It’s safe to say that exposure to bushfire smoke should be a cause for concern for employers and workplace health and safety practitioners. Given that the blankets of smoke that have enveloped Australia is unprecedented, what basic precautions can businesses take to protect their employees exposed to the smoke?
“You can’t predict where the smoke is going to be or for how long it’s going to stay around, but you do have options regarding your work and your workers”, Employsure’s WHS expert Larry Drewsen says.
“Let’s say that outside, it seems quite smoky. The first thing I’d do is check the air pollution levels. For instance, the NSW Government has an air quality monitor service [link].
“If it indicates a dangerous level of smoke, if you can, reschedule any outside work. If you can’t, then you should consider supplying workers with smoke-protective clothing, such as an appropriate respirator and eye protection. Also, if workers are working alone or remotely, make sure they can readily communicate with their manager in case they begin to suffer from the effects of smoke exposure.”
Mr Drewsen is eager to add that, if you do purchase respirators to protect your workers, make sure you purchase the correct type.
“Surgical masks, or other cloth masks that may have seen people wearing around the city, aren’t going to cut it,” Mr Drewsen says.
“You need P2 masks.

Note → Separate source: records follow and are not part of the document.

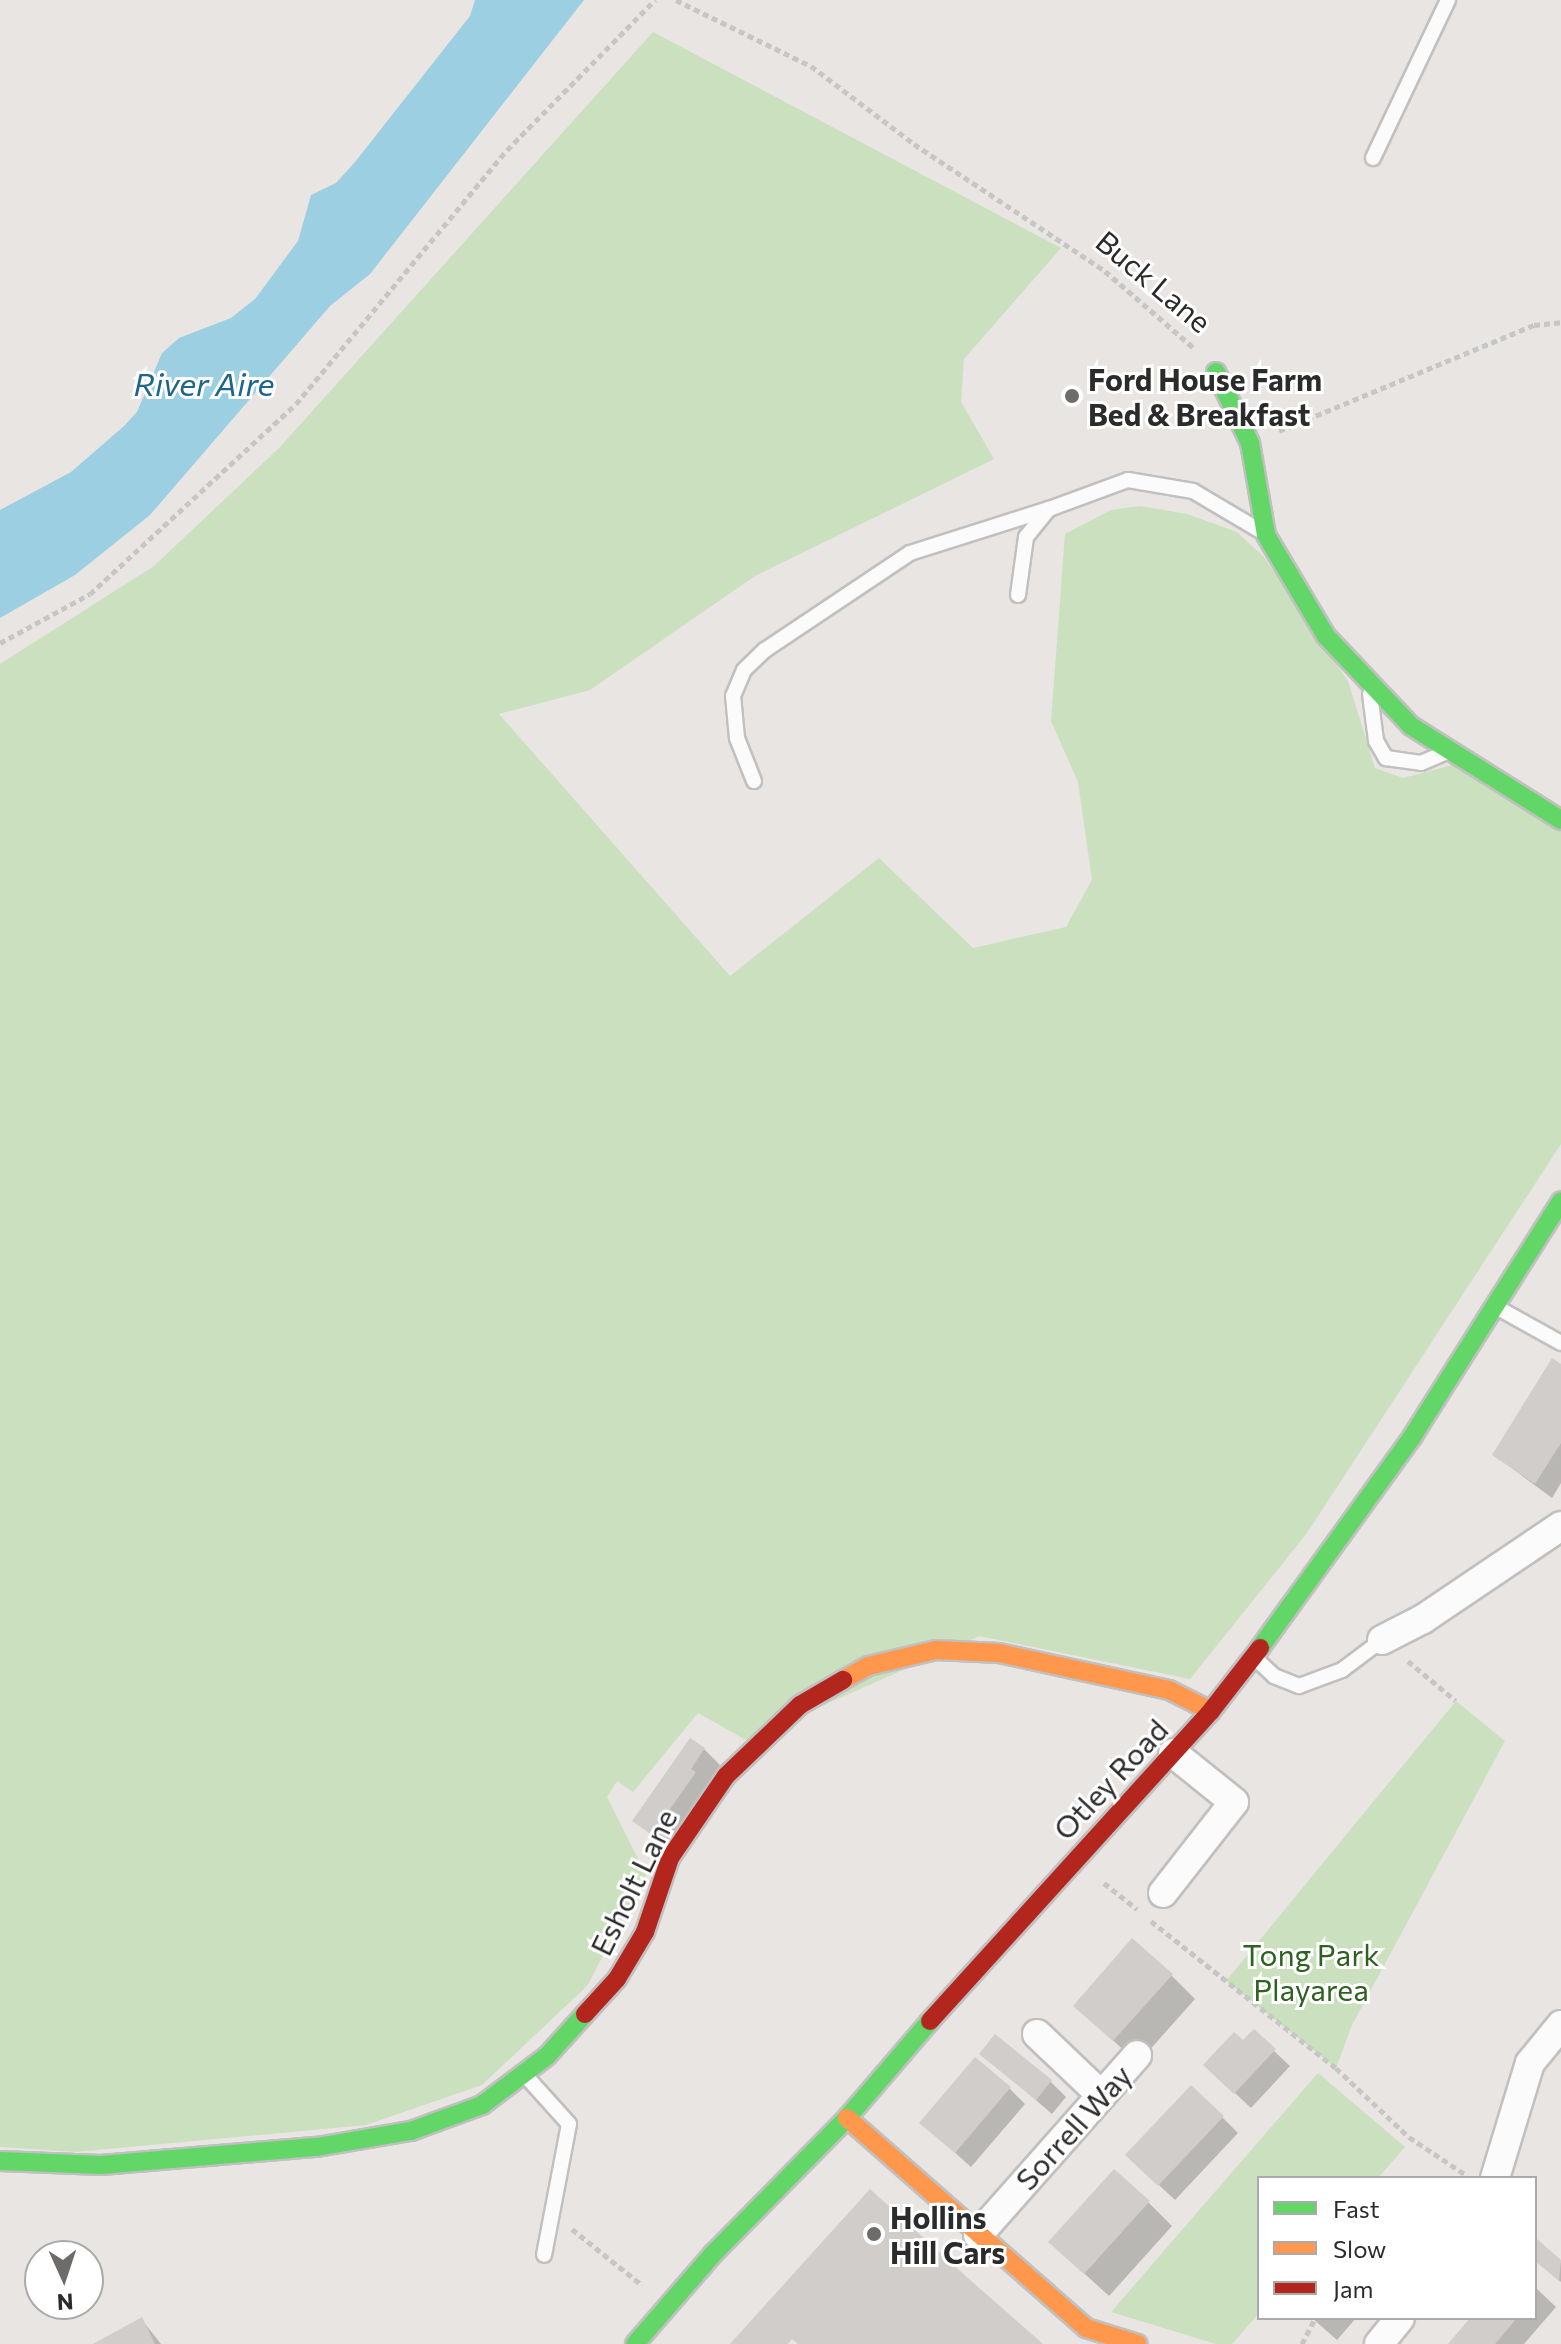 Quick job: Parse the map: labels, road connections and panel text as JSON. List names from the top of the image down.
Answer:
{
  "streets": {
    "street": [
      "Buck Lane",
      "Otley Road",
      "Esholt Lane",
      "Sorrell Way"
    ]
  },
  "crossings": [
    ["Otley Road", "Esholt Lane"]
  ],
  "water": ["River Aire"],
  "parks": ["Tong Park Playarea"],
  "places": ["Ford House Farm Bed & Breakfast", "Hollins Hill Cars"],
  "legend": ["Fast", "Slow", "Jam"],
  "north": "bottom"
} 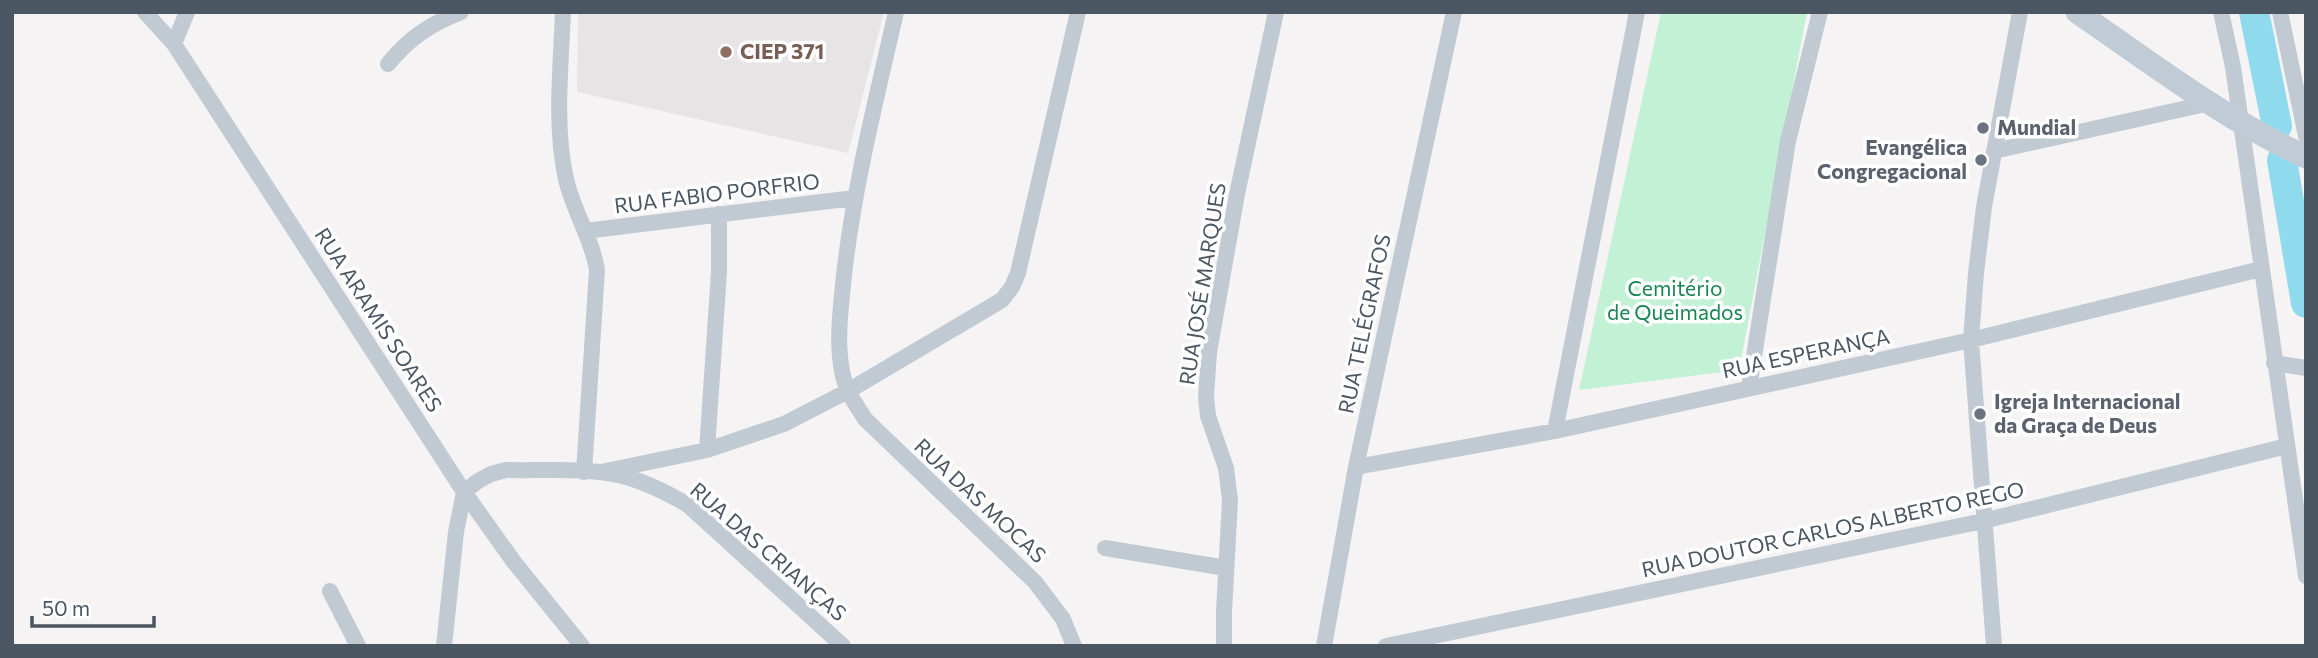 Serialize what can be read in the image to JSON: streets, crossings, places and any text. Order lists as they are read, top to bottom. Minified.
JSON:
{"streets":{"street":["RUA FABIO PORFRIO","RUA JOSÉ MARQUES","RUA ARAMIS SOARES","RUA TELÉGRAFOS","RUA ESPERANÇA","RUA DAS MOCAS","RUA DOUTOR CARLOS ALBERTO REGO","RUA DAS CRIANÇAS"]},"crossings":[["RUA FABIO PORFRIO","RUA DAS MOCAS"],["RUA ARAMIS SOARES","RUA DAS CRIANÇAS"],["RUA TELÉGRAFOS","RUA ESPERANÇA"]],"parks":["Cemitério de Queimados"],"places":["CIEP 371","Mundial","Evangélica Congregacional","Igreja Internacional da Graça de Deus"],"scale_bar":"50 m"} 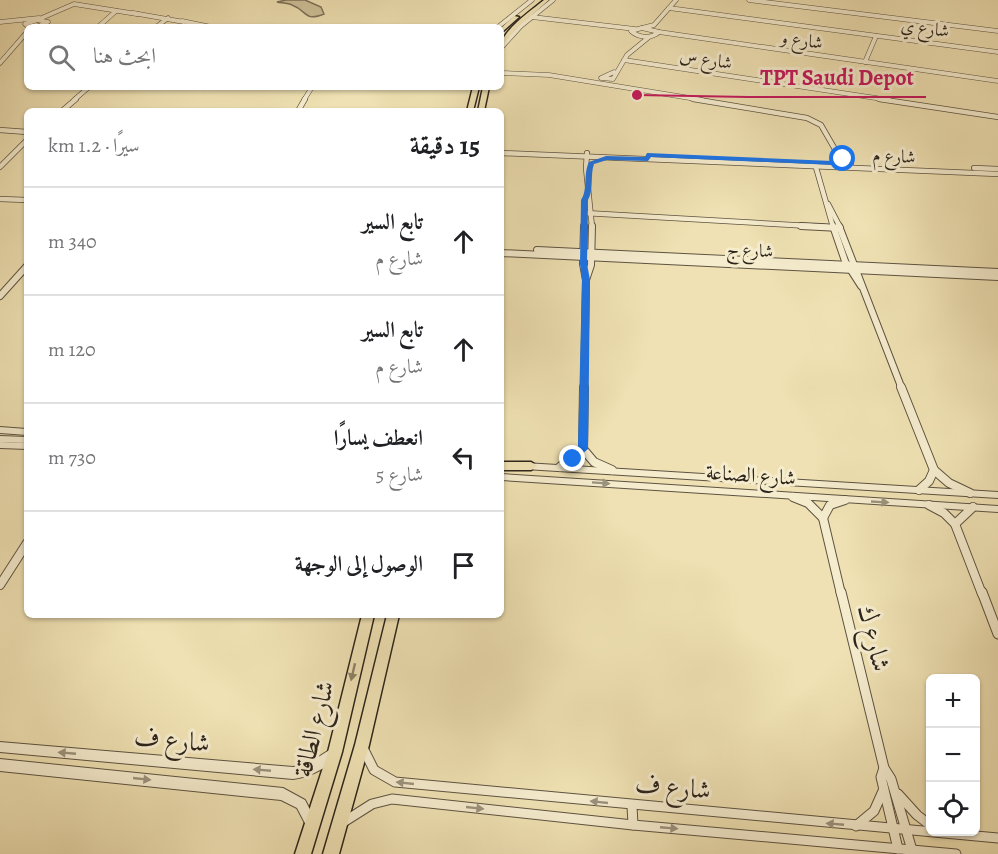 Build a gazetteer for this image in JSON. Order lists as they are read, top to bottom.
{
  "streets": {
    "main road": ["شارع الطاقة"],
    "street": [
      "شارع ي",
      "شارع و",
      "شارع س",
      "شارع م",
      "شارع ج",
      "شارع الصناعة",
      "شارع ك",
      "شارع ف"
    ]
  },
  "crossings": [
    ["شارع ك", "شارع ف"],
    ["شارع الطاقة", "شارع ف"]
  ],
  "places": ["TPT Saudi Depot"],
  "page": {
    "search": "ابحث هنا",
    "heading": ["15 دقيقة", "سيرًا · 1.2 km"],
    "list": [
      ["تابع السير", "شارع م", "340 m"],
      ["تابع السير", "شارع م", "120 m"],
      ["انعطف يسارًا", "شارع 5", "730 m"],
      "الوصول إلى الوجهة"
    ],
    "map_buttons": ["+", "−"]
  }
} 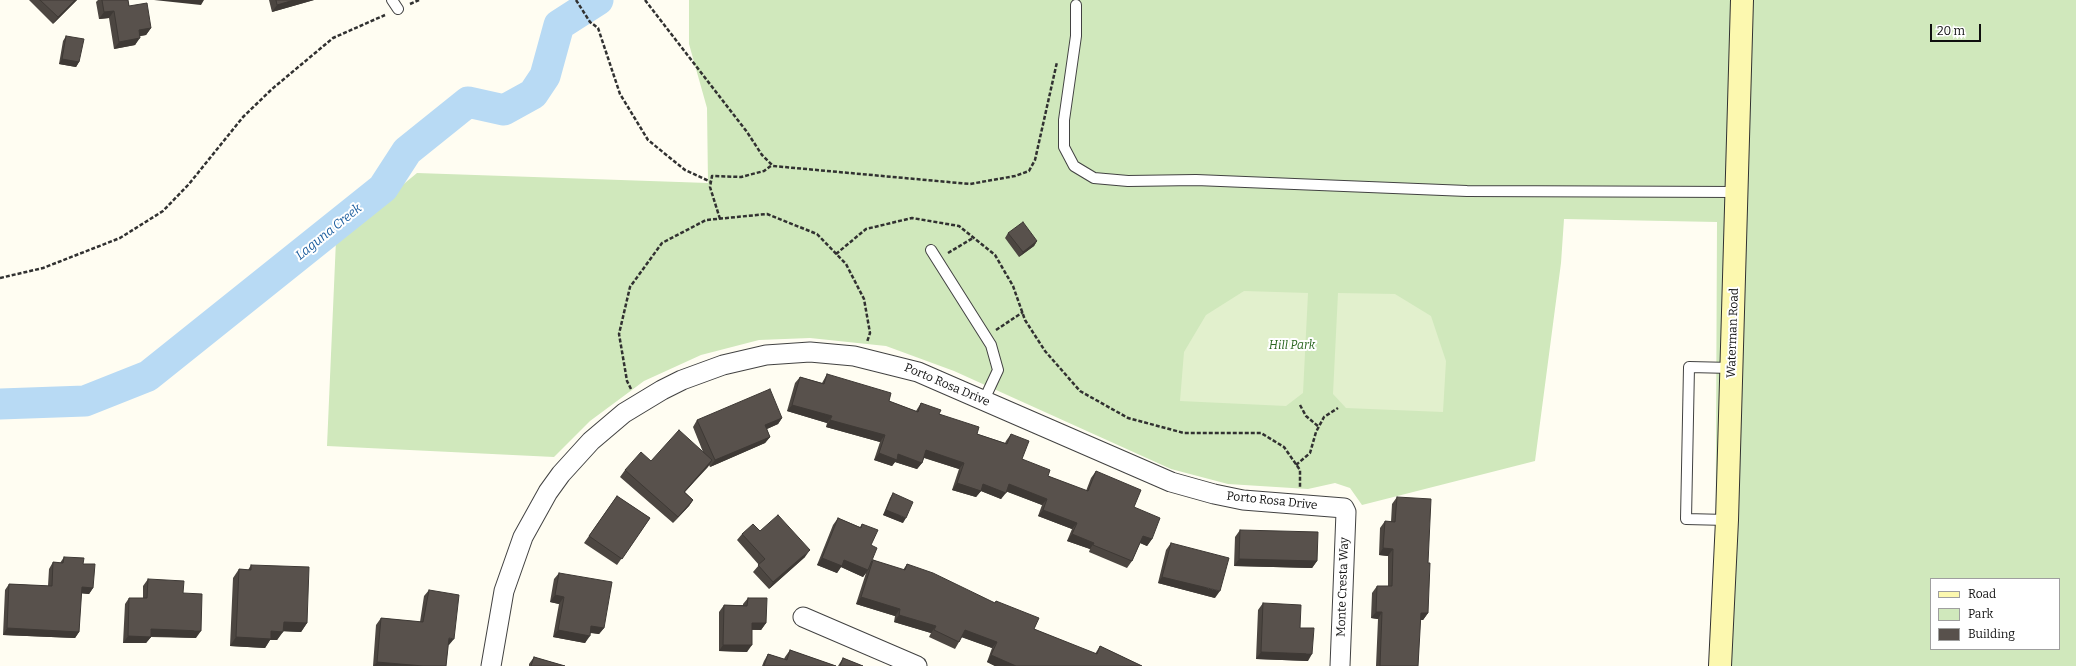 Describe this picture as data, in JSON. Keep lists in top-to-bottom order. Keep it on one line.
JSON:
{"streets":{"main road":["Waterman Road"],"street":["Porto Rosa Drive","Monte Cresta Way"]},"crossings":[["Porto Rosa Drive","Monte Cresta Way"]],"water":["Laguna Creek"],"parks":["Hill Park"],"legend":["Road","Park","Building"],"scale_bar":"20 m"}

These masks are the most capable of protecting from the dangerous, very fine air particles in the air when properly worn. To be fully effective you must get them fitted. If they don’t form a seal, they don’t work as the outside air can still get through, unfiltered.”
While many workers in cities are office workers or work indoors, Mr Drewsen says that they should still be protected from the smoke.
“All offices or indoor workplaces should have air ventilation. The majority have air conditioning,” Mr Drewsen says.
“This doesn’t mean that the indoor air quality can remain unaffected by air quality outdoors. Employers should monitor the air quality, or cooperate with property management or their landlords to do so.”
In case the smoke is too much for employees to work – inside or outside – safely, what does Mr Drewsen recommend as appropriate action?
“Prolonged exposure to smoke can be quite detrimental to anyone’s health. If you don’t feel it’s safe, but I’d begin to look at standing down your employees, making sure you have the legal grounds to do so, or asking them to work from home,” Mr Drewsen says.